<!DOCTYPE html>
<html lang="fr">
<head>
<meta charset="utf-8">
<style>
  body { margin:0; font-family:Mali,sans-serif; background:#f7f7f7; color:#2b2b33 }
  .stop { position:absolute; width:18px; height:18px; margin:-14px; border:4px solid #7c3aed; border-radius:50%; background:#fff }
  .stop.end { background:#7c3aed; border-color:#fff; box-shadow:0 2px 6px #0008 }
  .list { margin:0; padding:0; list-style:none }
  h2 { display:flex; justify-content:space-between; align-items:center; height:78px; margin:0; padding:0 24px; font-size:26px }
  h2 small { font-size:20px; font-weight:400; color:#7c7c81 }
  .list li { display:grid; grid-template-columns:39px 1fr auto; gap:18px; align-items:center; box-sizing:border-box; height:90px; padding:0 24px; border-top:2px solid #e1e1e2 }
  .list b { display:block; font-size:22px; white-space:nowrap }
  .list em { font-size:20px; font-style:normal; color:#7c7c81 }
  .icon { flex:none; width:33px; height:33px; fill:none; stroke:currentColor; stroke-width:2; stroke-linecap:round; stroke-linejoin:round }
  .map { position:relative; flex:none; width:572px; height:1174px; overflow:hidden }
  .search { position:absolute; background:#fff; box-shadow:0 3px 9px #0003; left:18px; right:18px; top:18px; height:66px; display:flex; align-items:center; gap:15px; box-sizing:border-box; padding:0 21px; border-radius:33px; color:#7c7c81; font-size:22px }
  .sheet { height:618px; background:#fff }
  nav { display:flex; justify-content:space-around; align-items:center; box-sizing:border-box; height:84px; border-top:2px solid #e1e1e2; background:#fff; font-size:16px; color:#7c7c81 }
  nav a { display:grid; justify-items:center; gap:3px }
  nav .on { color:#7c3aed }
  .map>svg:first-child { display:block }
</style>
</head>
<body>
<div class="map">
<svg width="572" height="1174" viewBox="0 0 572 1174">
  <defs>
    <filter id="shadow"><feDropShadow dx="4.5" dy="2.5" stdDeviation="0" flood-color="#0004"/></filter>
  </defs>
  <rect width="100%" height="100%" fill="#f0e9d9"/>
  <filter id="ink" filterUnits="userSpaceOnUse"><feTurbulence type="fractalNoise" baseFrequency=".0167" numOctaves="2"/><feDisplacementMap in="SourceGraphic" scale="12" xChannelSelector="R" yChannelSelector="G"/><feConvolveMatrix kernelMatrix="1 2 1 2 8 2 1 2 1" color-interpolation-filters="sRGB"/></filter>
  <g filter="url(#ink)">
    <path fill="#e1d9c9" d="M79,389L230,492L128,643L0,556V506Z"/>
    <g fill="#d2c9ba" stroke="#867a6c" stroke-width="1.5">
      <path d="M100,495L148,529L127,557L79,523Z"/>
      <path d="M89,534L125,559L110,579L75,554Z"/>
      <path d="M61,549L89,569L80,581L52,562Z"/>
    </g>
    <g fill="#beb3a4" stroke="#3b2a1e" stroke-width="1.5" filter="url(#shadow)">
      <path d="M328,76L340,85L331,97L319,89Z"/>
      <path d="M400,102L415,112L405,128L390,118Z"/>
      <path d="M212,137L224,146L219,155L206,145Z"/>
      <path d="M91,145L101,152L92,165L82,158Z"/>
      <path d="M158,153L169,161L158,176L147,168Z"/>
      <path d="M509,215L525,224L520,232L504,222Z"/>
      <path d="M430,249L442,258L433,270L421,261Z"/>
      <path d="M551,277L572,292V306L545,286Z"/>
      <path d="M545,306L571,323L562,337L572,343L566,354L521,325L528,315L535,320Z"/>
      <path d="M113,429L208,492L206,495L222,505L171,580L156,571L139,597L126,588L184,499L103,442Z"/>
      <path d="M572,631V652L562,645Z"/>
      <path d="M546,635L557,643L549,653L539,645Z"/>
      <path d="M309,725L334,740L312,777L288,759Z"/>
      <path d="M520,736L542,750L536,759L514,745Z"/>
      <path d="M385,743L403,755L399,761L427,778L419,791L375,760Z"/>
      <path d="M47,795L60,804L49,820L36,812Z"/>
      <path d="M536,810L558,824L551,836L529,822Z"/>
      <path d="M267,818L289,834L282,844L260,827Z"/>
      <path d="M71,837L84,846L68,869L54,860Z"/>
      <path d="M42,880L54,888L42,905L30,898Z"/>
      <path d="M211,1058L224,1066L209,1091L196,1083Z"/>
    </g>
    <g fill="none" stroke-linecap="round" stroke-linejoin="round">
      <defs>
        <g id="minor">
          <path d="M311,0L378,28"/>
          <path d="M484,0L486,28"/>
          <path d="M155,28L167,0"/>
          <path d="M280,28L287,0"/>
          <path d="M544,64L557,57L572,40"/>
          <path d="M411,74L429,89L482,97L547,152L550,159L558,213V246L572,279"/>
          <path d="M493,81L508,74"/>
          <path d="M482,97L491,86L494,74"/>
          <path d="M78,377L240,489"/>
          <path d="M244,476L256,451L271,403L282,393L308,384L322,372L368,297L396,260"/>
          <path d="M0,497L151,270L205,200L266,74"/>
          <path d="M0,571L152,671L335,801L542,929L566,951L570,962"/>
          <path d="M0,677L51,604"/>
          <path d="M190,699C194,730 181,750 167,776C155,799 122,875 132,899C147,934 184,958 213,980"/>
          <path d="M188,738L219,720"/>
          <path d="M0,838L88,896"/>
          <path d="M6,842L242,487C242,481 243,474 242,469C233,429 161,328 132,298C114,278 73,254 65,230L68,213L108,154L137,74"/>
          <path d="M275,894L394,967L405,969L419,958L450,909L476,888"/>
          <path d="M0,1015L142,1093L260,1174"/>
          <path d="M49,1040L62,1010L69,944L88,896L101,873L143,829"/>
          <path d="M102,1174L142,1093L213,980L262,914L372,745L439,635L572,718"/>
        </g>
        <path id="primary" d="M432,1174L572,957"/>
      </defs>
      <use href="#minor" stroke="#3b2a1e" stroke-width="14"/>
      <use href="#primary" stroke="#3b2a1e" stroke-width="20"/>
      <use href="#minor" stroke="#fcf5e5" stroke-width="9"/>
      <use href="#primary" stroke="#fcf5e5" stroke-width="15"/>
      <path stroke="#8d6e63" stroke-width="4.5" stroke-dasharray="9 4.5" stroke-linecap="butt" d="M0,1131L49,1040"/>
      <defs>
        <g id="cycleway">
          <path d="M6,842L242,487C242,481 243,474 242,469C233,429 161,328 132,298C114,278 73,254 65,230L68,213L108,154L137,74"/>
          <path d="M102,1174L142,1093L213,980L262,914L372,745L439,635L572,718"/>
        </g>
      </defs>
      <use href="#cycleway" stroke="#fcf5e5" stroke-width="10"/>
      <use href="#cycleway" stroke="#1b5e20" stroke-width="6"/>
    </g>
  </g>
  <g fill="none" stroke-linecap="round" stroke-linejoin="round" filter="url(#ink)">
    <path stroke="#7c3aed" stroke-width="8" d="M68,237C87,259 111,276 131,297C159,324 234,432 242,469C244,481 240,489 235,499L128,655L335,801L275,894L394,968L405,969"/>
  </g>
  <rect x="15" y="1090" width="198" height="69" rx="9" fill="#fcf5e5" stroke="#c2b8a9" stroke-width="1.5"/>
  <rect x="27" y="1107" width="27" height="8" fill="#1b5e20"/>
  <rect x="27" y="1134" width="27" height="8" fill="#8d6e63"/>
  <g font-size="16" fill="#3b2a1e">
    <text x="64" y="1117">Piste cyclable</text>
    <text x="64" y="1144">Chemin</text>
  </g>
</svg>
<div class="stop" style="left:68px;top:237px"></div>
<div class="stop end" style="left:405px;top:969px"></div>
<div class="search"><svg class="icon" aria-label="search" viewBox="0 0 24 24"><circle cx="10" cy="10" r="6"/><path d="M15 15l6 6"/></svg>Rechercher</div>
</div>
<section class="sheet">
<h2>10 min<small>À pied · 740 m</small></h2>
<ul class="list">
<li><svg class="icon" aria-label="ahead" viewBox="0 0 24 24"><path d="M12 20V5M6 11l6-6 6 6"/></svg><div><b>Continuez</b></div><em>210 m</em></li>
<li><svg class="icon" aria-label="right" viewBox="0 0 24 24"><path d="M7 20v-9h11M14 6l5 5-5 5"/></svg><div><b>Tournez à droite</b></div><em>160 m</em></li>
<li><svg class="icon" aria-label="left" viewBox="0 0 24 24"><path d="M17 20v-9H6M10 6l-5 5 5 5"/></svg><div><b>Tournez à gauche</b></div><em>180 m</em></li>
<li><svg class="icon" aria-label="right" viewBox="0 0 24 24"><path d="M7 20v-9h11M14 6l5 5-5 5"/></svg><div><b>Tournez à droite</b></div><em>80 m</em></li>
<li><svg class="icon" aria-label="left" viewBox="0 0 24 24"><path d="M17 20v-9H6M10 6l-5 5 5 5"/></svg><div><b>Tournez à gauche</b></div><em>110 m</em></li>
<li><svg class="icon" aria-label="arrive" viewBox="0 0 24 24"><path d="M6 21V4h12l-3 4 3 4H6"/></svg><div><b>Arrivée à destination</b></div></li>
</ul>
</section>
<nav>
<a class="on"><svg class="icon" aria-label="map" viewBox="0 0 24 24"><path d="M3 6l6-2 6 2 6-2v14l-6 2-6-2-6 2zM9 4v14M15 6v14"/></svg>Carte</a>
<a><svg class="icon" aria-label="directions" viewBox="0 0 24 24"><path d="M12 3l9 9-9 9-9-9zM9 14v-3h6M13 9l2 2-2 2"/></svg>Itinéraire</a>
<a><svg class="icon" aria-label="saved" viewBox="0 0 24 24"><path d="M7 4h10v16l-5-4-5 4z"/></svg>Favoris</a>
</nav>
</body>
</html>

*HOW TO COMPLETE THIS TASK*.
Please return the lines above exactly, from the first one down to the line with "margin:0; padding:0; list-style:none", and stop after that line.

*TASK RESULT*.
<!DOCTYPE html>
<html lang="fr">
<head>
<meta charset="utf-8">
<style>
  body { margin:0; font-family:Mali,sans-serif; background:#f7f7f7; color:#2b2b33 }
  .stop { position:absolute; width:18px; height:18px; margin:-14px; border:4px solid #7c3aed; border-radius:50%; background:#fff }
  .stop.end { background:#7c3aed; border-color:#fff; box-shadow:0 2px 6px #0008 }
  .list { margin:0; padding:0; list-style:none }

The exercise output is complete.